-- Activity --
Copy verbatim the material from its first line to the line that holds "width:16px; height:16px; translate:-50%", including that line.

-- Data supplied --
════════════════

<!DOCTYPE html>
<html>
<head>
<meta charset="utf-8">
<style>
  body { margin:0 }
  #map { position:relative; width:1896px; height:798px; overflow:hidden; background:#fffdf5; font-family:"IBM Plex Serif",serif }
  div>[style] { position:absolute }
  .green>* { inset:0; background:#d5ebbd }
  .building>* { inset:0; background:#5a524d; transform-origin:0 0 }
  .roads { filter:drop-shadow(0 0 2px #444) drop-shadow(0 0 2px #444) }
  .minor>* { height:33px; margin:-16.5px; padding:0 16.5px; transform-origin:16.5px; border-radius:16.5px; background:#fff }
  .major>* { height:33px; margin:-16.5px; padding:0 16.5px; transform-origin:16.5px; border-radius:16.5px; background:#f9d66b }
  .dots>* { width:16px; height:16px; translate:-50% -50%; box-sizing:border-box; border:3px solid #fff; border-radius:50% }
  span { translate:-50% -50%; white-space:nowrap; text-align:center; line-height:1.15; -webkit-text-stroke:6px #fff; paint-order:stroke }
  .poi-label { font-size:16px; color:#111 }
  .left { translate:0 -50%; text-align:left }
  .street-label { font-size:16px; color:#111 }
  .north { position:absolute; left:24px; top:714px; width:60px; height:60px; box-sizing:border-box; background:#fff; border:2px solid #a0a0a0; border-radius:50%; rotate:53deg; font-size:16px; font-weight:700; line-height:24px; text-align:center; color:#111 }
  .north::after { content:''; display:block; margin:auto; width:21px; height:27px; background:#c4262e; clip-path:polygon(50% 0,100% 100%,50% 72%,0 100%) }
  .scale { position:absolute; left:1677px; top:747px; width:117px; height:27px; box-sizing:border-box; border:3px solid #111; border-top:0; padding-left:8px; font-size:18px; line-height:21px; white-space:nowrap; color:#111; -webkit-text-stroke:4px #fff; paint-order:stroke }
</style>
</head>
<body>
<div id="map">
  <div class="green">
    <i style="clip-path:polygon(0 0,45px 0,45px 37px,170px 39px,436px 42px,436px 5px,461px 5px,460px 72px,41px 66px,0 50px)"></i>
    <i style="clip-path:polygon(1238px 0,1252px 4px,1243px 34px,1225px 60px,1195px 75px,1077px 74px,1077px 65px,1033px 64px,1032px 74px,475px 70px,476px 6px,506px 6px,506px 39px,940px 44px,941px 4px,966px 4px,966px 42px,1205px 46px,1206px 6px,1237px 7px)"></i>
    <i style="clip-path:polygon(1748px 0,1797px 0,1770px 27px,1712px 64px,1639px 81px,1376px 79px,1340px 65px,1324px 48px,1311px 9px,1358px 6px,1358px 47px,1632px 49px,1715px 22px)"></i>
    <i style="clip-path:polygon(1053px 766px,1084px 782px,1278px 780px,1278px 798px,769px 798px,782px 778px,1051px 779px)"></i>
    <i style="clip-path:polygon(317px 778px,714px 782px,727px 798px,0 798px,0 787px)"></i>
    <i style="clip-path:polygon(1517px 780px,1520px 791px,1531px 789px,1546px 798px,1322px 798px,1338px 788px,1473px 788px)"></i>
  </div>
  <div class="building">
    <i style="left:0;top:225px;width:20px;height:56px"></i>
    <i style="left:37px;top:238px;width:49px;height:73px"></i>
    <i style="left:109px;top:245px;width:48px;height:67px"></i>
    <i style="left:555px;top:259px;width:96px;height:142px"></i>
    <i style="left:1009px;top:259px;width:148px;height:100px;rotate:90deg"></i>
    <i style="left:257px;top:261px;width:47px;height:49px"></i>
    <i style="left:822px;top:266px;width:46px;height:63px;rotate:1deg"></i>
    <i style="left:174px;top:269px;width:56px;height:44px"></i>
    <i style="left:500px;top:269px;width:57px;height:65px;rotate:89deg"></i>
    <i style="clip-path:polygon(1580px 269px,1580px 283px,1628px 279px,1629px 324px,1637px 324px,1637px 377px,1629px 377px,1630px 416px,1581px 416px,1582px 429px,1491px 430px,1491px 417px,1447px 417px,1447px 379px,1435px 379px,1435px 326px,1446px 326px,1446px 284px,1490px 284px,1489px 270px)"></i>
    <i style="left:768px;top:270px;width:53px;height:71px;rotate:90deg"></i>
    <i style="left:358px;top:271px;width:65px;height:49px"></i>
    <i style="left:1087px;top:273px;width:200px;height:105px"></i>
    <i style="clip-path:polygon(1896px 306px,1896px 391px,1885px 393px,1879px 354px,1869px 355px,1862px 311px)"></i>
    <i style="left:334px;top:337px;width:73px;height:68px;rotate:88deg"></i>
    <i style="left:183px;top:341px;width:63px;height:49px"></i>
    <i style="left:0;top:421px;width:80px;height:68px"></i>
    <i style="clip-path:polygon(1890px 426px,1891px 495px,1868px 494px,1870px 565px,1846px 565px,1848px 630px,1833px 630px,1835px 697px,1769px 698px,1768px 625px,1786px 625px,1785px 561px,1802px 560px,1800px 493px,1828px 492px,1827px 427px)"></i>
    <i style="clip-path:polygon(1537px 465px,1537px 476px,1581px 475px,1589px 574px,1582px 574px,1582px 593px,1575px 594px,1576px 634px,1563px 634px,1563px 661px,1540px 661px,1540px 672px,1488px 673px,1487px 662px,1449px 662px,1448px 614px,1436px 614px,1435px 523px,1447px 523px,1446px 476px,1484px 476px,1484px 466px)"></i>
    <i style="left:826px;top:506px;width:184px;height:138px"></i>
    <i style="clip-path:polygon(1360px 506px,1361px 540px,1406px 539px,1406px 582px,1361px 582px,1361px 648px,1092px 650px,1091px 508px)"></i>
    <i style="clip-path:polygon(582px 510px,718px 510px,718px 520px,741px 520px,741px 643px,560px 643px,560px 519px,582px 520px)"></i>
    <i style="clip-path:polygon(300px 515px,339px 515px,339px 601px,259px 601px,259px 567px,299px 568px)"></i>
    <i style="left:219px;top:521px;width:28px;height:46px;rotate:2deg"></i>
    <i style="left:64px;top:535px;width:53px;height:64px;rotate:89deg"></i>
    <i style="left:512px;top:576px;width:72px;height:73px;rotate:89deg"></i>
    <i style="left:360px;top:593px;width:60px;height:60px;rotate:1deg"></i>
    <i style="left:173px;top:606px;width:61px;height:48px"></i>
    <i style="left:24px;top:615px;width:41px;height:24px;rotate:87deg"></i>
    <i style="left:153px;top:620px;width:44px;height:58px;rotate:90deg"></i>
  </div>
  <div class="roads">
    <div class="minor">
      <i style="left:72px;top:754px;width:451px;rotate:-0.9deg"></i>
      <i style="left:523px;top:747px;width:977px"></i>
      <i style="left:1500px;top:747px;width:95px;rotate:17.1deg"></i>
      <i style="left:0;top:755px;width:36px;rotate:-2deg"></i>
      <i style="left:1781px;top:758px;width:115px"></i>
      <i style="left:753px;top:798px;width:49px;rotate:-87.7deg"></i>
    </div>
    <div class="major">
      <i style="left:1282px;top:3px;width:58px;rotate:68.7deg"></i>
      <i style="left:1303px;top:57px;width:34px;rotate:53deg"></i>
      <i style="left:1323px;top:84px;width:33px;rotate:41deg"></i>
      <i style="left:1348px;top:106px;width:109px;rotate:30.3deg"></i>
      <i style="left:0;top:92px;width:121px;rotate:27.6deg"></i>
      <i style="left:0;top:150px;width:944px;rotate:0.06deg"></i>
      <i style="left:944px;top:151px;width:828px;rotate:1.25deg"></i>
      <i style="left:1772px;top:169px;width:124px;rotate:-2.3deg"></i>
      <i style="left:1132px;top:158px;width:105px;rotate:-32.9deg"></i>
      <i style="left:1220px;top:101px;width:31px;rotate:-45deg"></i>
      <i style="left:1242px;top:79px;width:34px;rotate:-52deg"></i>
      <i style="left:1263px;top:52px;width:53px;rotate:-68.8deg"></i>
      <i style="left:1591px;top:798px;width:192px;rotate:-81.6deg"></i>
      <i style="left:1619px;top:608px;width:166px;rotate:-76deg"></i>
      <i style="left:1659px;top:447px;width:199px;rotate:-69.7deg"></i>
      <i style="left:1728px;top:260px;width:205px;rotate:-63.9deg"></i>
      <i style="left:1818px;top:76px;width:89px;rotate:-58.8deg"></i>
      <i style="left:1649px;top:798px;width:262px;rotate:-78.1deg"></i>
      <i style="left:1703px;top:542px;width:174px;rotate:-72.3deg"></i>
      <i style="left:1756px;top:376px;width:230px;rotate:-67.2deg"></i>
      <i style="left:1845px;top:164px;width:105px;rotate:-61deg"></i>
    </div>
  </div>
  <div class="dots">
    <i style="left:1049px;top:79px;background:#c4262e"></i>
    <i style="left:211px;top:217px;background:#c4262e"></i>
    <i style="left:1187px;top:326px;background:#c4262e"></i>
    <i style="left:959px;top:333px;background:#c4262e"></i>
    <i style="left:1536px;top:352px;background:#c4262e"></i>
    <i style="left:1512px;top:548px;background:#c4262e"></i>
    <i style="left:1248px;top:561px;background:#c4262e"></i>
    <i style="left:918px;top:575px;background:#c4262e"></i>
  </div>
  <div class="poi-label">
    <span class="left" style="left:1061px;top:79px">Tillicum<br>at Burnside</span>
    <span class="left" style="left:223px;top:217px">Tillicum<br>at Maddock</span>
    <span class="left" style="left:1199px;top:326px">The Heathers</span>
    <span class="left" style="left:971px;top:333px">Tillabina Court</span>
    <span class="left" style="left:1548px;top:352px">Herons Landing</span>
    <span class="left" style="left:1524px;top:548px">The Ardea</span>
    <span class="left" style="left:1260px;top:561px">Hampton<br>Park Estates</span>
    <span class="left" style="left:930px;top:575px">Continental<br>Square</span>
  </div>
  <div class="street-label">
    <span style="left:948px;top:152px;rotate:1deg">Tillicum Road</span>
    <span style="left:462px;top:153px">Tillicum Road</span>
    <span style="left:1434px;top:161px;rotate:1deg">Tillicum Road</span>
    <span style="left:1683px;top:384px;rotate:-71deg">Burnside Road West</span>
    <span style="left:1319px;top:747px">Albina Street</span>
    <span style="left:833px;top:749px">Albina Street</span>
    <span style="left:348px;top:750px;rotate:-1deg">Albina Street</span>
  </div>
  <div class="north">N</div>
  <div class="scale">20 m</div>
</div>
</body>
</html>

════════════════

-- Output for this task --
<!DOCTYPE html>
<html>
<head>
<meta charset="utf-8">
<style>
  body { margin:0 }
  #map { position:relative; width:1896px; height:798px; overflow:hidden; background:#fffdf5; font-family:"IBM Plex Serif",serif }
  div>[style] { position:absolute }
  .green>* { inset:0; background:#d5ebbd }
  .building>* { inset:0; background:#5a524d; transform-origin:0 0 }
  .roads { filter:drop-shadow(0 0 2px #444) drop-shadow(0 0 2px #444) }
  .minor>* { height:33px; margin:-16.5px; padding:0 16.5px; transform-origin:16.5px; border-radius:16.5px; background:#fff }
  .major>* { height:33px; margin:-16.5px; padding:0 16.5px; transform-origin:16.5px; border-radius:16.5px; background:#f9d66b }
  .dots>* { width:16px; height:16px; translate:-50% -50%; box-sizing:border-box; border:3px solid #fff; border-radius:50% }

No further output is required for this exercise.